▶ [Work item]: Find all lines below containing the string "overflow" and return them.

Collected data
*** Begin section ***
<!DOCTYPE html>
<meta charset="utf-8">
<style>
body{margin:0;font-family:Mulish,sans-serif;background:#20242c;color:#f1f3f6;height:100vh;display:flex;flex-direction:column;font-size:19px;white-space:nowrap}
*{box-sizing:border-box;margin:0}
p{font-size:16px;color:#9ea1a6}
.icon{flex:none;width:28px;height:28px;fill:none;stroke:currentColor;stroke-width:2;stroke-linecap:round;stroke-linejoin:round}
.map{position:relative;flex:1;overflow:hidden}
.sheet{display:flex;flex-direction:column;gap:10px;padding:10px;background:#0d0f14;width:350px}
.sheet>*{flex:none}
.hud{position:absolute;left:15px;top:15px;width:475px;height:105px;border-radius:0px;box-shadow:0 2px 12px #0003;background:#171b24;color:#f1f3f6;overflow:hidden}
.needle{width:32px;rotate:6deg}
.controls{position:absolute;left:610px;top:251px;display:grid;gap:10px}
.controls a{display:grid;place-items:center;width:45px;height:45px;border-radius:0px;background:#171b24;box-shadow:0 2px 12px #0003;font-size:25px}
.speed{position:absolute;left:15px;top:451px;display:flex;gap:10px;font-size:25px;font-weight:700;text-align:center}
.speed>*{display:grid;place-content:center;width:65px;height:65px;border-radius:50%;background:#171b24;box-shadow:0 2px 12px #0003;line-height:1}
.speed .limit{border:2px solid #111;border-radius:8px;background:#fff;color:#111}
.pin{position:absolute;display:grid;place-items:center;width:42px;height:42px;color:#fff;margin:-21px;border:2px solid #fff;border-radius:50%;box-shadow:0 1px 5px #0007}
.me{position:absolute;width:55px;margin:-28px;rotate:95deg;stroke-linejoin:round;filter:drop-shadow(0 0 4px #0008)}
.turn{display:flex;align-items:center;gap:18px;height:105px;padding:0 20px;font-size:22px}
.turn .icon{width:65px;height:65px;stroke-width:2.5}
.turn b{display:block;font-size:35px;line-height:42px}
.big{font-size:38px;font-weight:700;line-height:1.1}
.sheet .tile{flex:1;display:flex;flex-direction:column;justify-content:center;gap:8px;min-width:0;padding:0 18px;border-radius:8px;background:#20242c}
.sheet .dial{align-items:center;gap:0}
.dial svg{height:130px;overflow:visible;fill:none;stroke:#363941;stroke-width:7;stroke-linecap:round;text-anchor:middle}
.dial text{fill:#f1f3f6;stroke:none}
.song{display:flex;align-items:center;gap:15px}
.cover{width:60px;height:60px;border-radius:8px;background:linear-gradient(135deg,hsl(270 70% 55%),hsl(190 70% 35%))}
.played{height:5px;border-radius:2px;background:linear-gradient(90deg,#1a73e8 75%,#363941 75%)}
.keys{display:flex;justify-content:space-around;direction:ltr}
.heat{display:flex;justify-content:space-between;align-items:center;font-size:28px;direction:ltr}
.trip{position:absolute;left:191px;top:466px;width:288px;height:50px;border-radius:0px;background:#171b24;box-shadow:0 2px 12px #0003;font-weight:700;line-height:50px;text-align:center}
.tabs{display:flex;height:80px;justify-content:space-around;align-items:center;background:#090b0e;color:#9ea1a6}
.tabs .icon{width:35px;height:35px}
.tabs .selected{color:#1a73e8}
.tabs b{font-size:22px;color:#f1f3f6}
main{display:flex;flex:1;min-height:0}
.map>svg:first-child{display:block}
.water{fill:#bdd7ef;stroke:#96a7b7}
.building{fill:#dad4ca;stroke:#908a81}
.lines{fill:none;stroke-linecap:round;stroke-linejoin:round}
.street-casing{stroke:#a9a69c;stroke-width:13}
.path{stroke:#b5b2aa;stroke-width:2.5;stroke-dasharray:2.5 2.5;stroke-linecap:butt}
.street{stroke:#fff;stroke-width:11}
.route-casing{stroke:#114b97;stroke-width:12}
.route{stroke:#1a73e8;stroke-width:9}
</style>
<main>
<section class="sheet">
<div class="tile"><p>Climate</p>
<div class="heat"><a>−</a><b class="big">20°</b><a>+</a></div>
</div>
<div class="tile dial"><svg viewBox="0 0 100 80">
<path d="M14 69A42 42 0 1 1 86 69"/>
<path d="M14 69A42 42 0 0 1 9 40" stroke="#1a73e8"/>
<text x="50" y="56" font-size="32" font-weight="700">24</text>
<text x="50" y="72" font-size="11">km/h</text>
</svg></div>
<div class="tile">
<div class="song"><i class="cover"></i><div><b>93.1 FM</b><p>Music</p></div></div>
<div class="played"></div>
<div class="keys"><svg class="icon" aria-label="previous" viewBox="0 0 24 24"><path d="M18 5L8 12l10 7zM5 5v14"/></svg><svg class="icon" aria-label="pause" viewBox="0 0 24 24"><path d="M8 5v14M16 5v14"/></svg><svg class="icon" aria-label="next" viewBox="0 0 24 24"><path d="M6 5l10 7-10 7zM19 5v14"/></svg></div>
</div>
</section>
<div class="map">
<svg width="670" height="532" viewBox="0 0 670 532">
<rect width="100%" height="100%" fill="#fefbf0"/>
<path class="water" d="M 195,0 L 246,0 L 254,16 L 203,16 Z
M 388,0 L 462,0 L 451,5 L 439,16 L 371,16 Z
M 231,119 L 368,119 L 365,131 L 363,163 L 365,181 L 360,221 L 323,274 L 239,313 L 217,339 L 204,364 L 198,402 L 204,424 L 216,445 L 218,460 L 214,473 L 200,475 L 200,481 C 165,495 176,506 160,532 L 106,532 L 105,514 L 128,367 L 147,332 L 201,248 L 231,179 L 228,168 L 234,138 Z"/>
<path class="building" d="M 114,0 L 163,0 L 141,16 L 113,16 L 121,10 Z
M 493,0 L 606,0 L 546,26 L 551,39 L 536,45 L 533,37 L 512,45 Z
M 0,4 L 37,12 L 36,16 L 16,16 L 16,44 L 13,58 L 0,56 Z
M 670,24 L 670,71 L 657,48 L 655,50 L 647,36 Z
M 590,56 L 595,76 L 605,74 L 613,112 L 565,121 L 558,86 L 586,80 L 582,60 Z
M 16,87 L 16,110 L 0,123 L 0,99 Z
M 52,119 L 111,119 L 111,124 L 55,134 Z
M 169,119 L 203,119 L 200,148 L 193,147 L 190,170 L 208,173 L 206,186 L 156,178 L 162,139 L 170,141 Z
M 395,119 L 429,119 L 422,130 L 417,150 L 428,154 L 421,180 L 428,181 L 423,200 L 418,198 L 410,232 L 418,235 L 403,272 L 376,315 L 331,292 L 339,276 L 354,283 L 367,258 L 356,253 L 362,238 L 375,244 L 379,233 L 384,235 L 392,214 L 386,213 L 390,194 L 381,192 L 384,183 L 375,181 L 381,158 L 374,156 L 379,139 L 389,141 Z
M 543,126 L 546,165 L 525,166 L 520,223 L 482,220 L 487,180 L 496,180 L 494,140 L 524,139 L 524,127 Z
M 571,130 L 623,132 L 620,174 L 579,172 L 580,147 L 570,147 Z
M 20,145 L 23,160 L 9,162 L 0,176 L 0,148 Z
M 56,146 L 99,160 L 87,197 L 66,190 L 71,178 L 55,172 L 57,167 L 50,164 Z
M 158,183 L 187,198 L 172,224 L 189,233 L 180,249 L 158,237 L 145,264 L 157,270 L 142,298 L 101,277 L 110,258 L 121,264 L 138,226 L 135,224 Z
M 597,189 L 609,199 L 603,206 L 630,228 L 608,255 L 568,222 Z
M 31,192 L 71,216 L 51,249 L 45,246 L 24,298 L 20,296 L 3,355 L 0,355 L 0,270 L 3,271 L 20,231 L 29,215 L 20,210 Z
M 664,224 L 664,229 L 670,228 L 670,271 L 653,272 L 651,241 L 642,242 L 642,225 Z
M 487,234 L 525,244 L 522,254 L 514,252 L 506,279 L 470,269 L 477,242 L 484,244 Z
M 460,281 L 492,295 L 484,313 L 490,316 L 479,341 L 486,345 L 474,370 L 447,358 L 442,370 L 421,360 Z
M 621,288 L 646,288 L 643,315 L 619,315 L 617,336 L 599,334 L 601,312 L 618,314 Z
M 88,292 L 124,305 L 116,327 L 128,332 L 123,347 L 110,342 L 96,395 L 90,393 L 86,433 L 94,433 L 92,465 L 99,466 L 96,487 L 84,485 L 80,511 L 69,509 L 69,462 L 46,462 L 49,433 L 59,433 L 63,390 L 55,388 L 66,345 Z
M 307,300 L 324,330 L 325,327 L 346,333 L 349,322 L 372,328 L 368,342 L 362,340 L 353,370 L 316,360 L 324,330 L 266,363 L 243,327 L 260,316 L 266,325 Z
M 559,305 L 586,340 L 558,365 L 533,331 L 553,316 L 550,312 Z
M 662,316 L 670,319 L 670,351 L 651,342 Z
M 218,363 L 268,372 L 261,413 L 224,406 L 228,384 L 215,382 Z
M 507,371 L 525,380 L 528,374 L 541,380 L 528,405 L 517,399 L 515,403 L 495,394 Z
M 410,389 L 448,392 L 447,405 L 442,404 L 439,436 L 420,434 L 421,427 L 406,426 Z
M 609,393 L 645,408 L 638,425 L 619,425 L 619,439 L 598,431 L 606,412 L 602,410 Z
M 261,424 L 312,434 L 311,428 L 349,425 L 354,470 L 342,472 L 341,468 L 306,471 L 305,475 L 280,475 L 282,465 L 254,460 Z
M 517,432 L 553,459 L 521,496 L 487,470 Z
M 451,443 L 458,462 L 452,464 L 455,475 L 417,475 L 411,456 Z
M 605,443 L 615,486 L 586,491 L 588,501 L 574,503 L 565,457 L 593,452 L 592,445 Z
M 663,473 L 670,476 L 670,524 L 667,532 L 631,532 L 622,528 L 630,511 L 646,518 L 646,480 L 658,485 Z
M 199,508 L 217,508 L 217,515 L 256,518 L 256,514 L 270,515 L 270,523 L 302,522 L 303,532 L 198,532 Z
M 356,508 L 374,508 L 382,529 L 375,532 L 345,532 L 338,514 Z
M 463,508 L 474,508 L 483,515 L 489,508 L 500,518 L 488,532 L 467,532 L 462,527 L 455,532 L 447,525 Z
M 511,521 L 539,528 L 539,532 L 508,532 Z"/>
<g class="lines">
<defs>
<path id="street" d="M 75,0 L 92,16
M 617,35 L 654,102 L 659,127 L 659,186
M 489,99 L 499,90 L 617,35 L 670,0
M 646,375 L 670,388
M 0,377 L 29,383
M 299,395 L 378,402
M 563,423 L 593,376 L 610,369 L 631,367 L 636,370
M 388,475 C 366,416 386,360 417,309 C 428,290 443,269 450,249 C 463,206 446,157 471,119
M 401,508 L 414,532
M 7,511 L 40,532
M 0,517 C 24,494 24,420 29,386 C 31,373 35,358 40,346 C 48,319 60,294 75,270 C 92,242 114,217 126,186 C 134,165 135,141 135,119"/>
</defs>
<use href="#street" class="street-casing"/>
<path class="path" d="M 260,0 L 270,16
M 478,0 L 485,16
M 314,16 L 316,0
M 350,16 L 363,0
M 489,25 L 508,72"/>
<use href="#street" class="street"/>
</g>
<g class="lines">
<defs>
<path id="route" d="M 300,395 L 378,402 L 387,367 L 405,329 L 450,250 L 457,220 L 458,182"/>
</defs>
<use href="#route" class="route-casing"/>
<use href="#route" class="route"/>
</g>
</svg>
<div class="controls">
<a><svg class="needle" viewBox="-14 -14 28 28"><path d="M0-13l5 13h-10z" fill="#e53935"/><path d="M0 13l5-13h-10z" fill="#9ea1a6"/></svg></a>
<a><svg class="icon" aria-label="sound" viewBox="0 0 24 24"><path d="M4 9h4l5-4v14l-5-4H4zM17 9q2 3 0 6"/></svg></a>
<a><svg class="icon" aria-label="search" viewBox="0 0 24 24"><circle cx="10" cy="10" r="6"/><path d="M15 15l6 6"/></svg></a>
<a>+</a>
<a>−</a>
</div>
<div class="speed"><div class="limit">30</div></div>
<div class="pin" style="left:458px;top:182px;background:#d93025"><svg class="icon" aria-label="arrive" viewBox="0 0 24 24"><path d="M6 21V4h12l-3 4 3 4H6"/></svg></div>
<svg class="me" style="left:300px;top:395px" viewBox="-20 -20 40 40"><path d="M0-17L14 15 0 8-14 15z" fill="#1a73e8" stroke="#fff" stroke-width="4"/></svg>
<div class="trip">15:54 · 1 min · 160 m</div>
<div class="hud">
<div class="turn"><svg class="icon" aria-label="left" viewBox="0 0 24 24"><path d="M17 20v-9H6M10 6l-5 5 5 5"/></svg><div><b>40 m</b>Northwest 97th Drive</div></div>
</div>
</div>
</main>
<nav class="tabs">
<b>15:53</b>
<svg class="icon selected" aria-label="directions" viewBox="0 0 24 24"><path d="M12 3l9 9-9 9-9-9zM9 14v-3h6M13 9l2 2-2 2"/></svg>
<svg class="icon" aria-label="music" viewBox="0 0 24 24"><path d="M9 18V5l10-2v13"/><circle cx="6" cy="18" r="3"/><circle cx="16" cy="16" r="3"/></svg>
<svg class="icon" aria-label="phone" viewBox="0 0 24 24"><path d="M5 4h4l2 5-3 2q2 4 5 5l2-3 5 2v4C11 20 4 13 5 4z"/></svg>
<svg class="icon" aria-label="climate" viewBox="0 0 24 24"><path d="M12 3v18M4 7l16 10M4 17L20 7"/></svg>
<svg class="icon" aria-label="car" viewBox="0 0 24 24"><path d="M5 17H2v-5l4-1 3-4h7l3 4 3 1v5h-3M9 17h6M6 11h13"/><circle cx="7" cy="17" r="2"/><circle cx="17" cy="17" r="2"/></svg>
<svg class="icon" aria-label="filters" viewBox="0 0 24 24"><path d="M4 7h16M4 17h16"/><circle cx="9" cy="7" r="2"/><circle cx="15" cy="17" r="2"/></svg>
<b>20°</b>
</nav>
*** End section ***
▶ [Response area]:
.map{position:relative;flex:1;overflow:hidden}
.hud{position:absolute;left:15px;top:15px;width:475px;height:105px;border-radius:0px;box-shadow:0 2px 12px #0003;background:#171b24;color:#f1f3f6;overflow:hidden}
.dial svg{height:130px;overflow:visible;fill:none;stroke:#363941;stroke-width:7;stroke-linecap:round;text-anchor:middle}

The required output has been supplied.